Lina Bo Bardi teve maior participação na elaboração de mostras temporárias e supervisão dos sistemas que criou para o Masp da Paulista, até pouco depois da montagem da exposição Repassos, em 1975. Desde então, esteve praticamente afastada, sem maiores participações diretas nas montagens, até a realização de sua última exposição no Museu, África Negra, de 1988, feita em parceria com os arquitetos Marcelo Ferraz e Marcelo Suzuki. Cabe observar que, além do famoso cavalete de vidro, os sistemas descritos foram pensados para solucionar questões de montagem nos espaços do Museu, sem a necessidade de criar bloqueios, paredes e limitações à essência livre da arquitetura. Um exemplo rico de inúmeras possibilidades de arranjos que poderiam ainda hoje ser utilizados ou desenvolvidos novos com este sentido. Atualmente, assim como os cavaletes extintos em 1996, nenhum dos sistemas projetados é usado pela instituição.
Painéis-muro
Essa tipologia expositiva, composta por painéis horizontais associados a elementos verticais mais baixos, foi muito utilizada e adaptada para apresentação desde pinturas, desenhos e gravuras até objetos do cotidiano.
A apresentação da segunda pinacoteca do Masp 7 de Abril, em 1950, foi organizada pela instalação de paredes móveis de grande leveza, com apoios metálicos delgados e estabilizadas por cabos atirantados. A coloração de cinza suave compunha com a proposta de ambientação clara e leve estabelecida como neutra para melhor apreciação das obras.
Em 1959, a exposição Bahia no Ibirapuera, construída embaixo da marquise do parque, junto ao edifício da Bienal e em paralelo à V Bienal de Arte, marcou um ponto de transição em toda sua trajetória expositiva. Feita após sua primeira incursão baiana e em colaboração com Martim Gonçalves, diretor da Escola de Teatro da Universidade da Bahia, a experimentação de novos recursos sensoriais entra em cena, e a simplificação estética mais limpa e idealizada abre espaço à maior teatralidade da montagem, com inserção de múltiplos recursos complementares à concepção do ambiente cultural pretendido. Era uma pioneira apresentação das artes do cotidiano coletadas na Bahia, uma provocação ao estado da arte que se apresentava na Bienal. Os painéis que observamos, mais sólidos, ganham interferências sensoriais incorporando texturas de fundo à apresentação das obras.
Varal
Sistema utilizado na composição do ambiente da exposição Bahia no Ibirapuera, disposto ao longo das cortinas que circundavam internamente a caixa de tapumes sob a marquise, essa estrutura apresentava uma extensa documentação antropológica com fotografias de Pierre Verger, Marcel Gautherot, Silvio Robatto e Enneas Mello, entremeadas com algumas inserções de objetos pendurados.
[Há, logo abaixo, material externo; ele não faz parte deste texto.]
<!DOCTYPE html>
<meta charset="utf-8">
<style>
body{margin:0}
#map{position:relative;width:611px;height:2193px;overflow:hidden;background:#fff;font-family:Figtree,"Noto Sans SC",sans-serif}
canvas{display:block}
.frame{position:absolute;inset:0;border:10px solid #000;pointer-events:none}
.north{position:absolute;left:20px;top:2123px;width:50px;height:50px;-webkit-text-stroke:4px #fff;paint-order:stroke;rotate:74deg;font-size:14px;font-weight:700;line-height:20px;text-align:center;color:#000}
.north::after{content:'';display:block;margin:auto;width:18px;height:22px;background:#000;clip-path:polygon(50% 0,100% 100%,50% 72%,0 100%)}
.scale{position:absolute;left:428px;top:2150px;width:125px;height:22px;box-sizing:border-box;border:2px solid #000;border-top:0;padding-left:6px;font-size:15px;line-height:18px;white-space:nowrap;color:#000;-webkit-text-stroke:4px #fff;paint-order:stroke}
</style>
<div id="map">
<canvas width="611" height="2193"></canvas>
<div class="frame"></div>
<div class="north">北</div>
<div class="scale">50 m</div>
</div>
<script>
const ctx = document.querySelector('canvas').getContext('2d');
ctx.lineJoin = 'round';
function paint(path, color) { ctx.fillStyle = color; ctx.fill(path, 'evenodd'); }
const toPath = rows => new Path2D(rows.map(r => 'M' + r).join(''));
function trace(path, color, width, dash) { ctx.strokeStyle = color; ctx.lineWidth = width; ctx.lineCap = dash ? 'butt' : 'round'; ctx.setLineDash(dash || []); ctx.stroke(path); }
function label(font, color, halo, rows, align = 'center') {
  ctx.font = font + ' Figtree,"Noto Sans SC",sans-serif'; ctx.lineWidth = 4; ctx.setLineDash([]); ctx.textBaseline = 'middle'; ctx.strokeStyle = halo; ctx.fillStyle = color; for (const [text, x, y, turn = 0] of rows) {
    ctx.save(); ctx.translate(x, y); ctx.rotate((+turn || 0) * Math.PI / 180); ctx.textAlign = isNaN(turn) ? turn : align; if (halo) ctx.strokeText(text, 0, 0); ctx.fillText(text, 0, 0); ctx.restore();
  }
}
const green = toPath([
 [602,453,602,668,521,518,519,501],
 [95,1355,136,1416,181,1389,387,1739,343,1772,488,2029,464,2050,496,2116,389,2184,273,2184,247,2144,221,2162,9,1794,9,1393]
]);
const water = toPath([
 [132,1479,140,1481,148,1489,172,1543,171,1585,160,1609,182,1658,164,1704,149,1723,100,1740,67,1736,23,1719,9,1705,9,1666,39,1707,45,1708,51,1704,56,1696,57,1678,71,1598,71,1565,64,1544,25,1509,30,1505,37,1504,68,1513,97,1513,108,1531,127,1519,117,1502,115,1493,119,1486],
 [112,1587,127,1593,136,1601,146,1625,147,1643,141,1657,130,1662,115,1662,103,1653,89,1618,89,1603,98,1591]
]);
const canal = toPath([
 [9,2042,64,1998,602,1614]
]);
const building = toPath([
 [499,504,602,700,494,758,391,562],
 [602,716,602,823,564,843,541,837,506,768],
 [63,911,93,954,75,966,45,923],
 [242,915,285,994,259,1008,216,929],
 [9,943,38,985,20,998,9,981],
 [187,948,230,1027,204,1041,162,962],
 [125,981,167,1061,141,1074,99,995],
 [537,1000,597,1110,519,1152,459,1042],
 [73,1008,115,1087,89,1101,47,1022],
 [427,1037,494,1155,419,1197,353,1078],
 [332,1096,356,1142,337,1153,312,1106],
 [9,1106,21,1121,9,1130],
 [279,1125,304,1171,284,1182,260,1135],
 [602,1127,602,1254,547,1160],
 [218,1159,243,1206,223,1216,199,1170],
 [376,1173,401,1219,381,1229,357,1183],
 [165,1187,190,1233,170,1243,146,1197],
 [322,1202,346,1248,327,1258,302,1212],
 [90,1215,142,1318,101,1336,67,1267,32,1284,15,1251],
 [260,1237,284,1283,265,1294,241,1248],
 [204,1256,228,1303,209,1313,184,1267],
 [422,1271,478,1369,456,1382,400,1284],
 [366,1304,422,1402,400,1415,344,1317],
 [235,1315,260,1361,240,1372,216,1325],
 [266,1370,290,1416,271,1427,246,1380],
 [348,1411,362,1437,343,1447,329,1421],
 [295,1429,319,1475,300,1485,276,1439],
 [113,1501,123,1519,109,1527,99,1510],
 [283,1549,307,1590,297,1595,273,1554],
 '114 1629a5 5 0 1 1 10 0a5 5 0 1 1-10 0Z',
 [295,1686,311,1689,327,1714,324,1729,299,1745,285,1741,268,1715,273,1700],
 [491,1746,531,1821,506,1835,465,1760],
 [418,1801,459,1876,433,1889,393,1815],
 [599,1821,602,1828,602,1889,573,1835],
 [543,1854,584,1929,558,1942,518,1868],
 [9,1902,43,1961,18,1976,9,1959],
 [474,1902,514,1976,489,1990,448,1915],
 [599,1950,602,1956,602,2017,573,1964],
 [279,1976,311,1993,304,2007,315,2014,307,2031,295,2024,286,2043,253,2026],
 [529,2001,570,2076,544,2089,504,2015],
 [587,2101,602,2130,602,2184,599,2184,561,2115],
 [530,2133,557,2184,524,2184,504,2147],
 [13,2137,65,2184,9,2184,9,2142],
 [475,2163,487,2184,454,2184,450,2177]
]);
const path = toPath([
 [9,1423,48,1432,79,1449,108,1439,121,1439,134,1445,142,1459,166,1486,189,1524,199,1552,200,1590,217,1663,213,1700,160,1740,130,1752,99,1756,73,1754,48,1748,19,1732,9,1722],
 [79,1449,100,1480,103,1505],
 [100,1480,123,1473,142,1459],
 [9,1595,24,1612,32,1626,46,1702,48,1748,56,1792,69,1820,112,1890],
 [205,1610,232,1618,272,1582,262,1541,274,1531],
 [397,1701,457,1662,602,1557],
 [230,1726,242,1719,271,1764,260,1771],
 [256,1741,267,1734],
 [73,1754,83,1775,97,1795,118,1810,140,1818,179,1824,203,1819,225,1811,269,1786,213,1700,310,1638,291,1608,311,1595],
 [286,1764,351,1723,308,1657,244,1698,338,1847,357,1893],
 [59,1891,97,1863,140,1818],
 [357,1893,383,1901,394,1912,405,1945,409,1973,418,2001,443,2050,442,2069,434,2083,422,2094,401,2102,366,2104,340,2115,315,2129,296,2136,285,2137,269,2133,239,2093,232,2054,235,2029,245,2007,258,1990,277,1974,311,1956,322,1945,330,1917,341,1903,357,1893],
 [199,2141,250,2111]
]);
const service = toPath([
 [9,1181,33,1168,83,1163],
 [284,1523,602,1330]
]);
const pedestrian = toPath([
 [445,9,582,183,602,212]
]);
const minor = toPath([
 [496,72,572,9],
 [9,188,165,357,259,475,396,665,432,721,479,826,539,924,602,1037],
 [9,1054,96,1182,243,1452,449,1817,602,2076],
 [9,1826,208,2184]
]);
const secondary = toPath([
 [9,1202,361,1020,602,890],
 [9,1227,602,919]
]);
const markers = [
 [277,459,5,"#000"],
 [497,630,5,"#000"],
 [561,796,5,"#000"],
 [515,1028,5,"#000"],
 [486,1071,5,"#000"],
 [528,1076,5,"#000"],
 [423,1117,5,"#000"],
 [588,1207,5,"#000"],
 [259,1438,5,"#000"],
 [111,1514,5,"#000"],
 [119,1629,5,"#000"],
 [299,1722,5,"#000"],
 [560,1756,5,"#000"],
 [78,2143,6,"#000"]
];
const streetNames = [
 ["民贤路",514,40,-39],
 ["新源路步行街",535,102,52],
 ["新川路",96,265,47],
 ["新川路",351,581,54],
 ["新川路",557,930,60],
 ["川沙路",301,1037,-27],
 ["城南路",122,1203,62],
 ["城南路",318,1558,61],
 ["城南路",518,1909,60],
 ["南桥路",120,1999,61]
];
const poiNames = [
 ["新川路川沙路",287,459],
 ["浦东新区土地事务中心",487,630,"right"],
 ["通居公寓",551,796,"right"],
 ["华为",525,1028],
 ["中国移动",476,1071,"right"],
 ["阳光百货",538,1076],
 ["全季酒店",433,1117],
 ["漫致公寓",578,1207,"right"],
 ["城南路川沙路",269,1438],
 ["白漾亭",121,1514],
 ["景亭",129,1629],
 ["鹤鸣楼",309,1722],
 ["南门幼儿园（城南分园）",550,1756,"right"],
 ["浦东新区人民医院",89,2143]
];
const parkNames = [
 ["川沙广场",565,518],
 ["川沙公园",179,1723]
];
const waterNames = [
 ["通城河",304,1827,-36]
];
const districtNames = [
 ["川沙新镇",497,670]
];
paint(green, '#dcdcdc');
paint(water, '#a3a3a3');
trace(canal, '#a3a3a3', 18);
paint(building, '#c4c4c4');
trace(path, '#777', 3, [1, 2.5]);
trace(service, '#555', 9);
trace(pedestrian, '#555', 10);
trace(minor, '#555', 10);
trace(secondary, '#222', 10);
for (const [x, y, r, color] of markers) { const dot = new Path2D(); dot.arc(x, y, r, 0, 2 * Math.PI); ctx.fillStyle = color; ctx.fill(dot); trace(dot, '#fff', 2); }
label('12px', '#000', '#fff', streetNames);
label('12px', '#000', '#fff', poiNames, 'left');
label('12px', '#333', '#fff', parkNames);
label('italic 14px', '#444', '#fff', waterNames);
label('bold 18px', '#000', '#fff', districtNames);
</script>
Trata-se de estrutura horizontal para fixação das imagens, composta por madeiras roliças, reguláveis a partir de furação nas hastes verticais laterais. Essas hastes de madeira com secção retangular são fixas por um perfil metálico chato às bases de concreto cônicas, poeticamente adornadas com conchas marinhas.
Retomado em algumas montagens temporárias do MAMB, essa tipologia, mais simplificada, ressurge em 1975 na mostra Repassos: exposição-documento, feita no Masp em parceria com Edmar de Almeida, que apresentava seu trabalho de tapeçaria desenvolvido junto às comunidades de artesãs do triângulo mineiro, e Flávio Império, que realizou um videodocumentário.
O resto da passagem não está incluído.